Scan the entries below for the word "limit". Copy out every line in which it occurs.

**** Data extract ****

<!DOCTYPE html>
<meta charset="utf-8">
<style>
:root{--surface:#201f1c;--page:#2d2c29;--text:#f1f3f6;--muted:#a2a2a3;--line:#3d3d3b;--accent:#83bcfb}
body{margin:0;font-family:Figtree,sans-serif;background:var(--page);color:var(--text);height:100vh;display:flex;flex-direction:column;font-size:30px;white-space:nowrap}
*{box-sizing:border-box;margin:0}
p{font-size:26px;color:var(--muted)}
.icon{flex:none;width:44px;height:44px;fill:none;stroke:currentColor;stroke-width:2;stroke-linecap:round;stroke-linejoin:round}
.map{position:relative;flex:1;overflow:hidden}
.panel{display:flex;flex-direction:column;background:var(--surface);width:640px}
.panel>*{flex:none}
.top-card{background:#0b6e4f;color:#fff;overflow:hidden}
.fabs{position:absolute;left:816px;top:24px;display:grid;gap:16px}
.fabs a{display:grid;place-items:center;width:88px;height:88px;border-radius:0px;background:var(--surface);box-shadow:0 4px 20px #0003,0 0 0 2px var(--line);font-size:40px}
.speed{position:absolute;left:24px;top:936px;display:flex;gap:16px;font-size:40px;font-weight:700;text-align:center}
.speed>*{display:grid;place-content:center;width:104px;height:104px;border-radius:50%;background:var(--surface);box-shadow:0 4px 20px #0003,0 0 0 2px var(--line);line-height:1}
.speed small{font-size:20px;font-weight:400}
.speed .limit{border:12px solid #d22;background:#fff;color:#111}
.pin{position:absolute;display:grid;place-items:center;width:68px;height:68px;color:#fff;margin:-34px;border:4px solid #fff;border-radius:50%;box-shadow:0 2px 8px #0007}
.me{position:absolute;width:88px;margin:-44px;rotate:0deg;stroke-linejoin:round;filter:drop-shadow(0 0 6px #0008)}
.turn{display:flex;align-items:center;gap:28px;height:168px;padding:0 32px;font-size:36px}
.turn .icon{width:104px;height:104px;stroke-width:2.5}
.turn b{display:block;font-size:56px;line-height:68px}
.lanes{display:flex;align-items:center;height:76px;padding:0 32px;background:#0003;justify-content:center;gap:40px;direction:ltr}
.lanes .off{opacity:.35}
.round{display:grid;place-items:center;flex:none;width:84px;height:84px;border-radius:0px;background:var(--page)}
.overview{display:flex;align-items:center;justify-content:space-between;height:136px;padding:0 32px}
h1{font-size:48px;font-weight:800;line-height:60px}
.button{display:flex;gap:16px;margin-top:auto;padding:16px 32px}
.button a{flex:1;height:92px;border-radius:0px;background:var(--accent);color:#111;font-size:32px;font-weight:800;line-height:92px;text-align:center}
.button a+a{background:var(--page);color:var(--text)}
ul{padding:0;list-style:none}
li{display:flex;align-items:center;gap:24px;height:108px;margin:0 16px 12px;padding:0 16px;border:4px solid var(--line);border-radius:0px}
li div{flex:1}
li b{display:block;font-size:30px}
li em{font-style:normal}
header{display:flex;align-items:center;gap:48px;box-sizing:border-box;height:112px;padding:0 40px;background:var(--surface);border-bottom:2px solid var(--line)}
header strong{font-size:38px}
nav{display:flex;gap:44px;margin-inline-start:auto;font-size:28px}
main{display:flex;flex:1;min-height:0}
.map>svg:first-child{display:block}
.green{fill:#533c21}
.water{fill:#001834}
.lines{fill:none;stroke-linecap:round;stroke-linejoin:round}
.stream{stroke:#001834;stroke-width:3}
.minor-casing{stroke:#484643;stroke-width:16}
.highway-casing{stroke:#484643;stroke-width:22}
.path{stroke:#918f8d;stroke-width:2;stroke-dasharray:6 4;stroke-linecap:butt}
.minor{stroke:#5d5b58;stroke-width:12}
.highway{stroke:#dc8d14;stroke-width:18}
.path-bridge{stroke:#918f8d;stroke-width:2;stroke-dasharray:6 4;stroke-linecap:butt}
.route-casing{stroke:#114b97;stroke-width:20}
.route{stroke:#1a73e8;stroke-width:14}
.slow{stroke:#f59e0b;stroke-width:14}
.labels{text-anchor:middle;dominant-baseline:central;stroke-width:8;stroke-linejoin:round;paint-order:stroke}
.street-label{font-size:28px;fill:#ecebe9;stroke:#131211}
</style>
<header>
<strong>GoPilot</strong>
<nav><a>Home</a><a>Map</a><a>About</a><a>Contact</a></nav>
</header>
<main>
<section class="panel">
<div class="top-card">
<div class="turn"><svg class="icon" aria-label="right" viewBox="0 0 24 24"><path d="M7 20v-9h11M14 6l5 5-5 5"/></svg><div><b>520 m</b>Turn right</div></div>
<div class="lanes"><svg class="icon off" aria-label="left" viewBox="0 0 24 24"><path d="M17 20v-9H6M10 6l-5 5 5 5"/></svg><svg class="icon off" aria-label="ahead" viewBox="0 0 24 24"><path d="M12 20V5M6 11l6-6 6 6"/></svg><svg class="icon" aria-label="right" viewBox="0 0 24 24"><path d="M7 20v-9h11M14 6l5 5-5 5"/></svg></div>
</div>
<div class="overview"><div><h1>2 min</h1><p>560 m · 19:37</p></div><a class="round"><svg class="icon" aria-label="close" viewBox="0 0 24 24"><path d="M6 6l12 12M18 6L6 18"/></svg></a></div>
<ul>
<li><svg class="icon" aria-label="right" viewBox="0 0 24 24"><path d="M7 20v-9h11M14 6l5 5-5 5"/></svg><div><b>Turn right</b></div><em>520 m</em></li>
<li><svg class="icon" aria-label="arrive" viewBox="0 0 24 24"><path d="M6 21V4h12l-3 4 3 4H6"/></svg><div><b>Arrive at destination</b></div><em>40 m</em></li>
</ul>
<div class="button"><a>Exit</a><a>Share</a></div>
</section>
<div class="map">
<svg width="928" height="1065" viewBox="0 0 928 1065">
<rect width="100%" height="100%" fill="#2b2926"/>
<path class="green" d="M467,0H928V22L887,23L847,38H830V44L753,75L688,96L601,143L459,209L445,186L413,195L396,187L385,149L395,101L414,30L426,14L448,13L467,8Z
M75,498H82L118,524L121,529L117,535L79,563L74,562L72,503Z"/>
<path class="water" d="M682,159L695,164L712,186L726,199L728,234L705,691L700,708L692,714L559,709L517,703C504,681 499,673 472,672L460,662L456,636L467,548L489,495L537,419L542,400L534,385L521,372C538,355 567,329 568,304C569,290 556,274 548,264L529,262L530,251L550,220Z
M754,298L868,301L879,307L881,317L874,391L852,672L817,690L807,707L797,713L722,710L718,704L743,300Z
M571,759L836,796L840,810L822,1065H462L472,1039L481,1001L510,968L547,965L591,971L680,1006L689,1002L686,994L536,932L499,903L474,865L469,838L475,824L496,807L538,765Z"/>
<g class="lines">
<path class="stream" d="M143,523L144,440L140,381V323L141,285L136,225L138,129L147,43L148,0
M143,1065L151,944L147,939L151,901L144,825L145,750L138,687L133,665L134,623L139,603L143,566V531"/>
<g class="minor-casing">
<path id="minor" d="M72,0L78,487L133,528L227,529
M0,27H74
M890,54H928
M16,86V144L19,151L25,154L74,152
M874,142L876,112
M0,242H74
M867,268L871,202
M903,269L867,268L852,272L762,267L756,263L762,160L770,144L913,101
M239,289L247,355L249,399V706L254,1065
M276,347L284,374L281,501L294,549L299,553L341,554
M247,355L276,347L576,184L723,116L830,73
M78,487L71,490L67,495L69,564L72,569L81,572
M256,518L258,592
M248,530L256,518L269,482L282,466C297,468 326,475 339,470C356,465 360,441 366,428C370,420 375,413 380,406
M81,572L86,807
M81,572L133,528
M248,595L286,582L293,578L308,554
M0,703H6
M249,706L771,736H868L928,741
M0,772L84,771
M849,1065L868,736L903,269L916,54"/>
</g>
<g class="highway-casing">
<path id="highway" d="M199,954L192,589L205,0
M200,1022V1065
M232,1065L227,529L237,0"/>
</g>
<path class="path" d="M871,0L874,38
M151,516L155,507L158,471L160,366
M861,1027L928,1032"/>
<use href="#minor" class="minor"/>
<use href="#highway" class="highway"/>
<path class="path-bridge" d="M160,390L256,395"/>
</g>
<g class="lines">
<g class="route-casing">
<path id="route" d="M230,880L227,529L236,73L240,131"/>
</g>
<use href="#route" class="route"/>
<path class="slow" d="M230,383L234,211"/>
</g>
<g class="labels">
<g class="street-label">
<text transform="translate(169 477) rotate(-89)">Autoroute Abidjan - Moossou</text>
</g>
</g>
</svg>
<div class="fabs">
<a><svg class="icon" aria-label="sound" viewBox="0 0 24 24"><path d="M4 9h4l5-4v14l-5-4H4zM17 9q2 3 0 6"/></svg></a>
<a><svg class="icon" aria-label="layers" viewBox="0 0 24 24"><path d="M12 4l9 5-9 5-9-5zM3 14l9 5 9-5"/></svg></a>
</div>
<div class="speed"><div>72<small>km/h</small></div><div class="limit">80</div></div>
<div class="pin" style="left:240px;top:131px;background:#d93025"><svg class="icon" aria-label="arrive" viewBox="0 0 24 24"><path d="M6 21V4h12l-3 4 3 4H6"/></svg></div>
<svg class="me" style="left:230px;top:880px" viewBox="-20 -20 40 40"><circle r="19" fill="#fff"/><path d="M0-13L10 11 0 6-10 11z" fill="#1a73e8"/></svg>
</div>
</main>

****

• Final answer:
.speed .limit{border:12px solid #d22;background:#fff;color:#111}
<div class="speed"><div>72<small>km/h</small></div><div class="limit">80</div></div>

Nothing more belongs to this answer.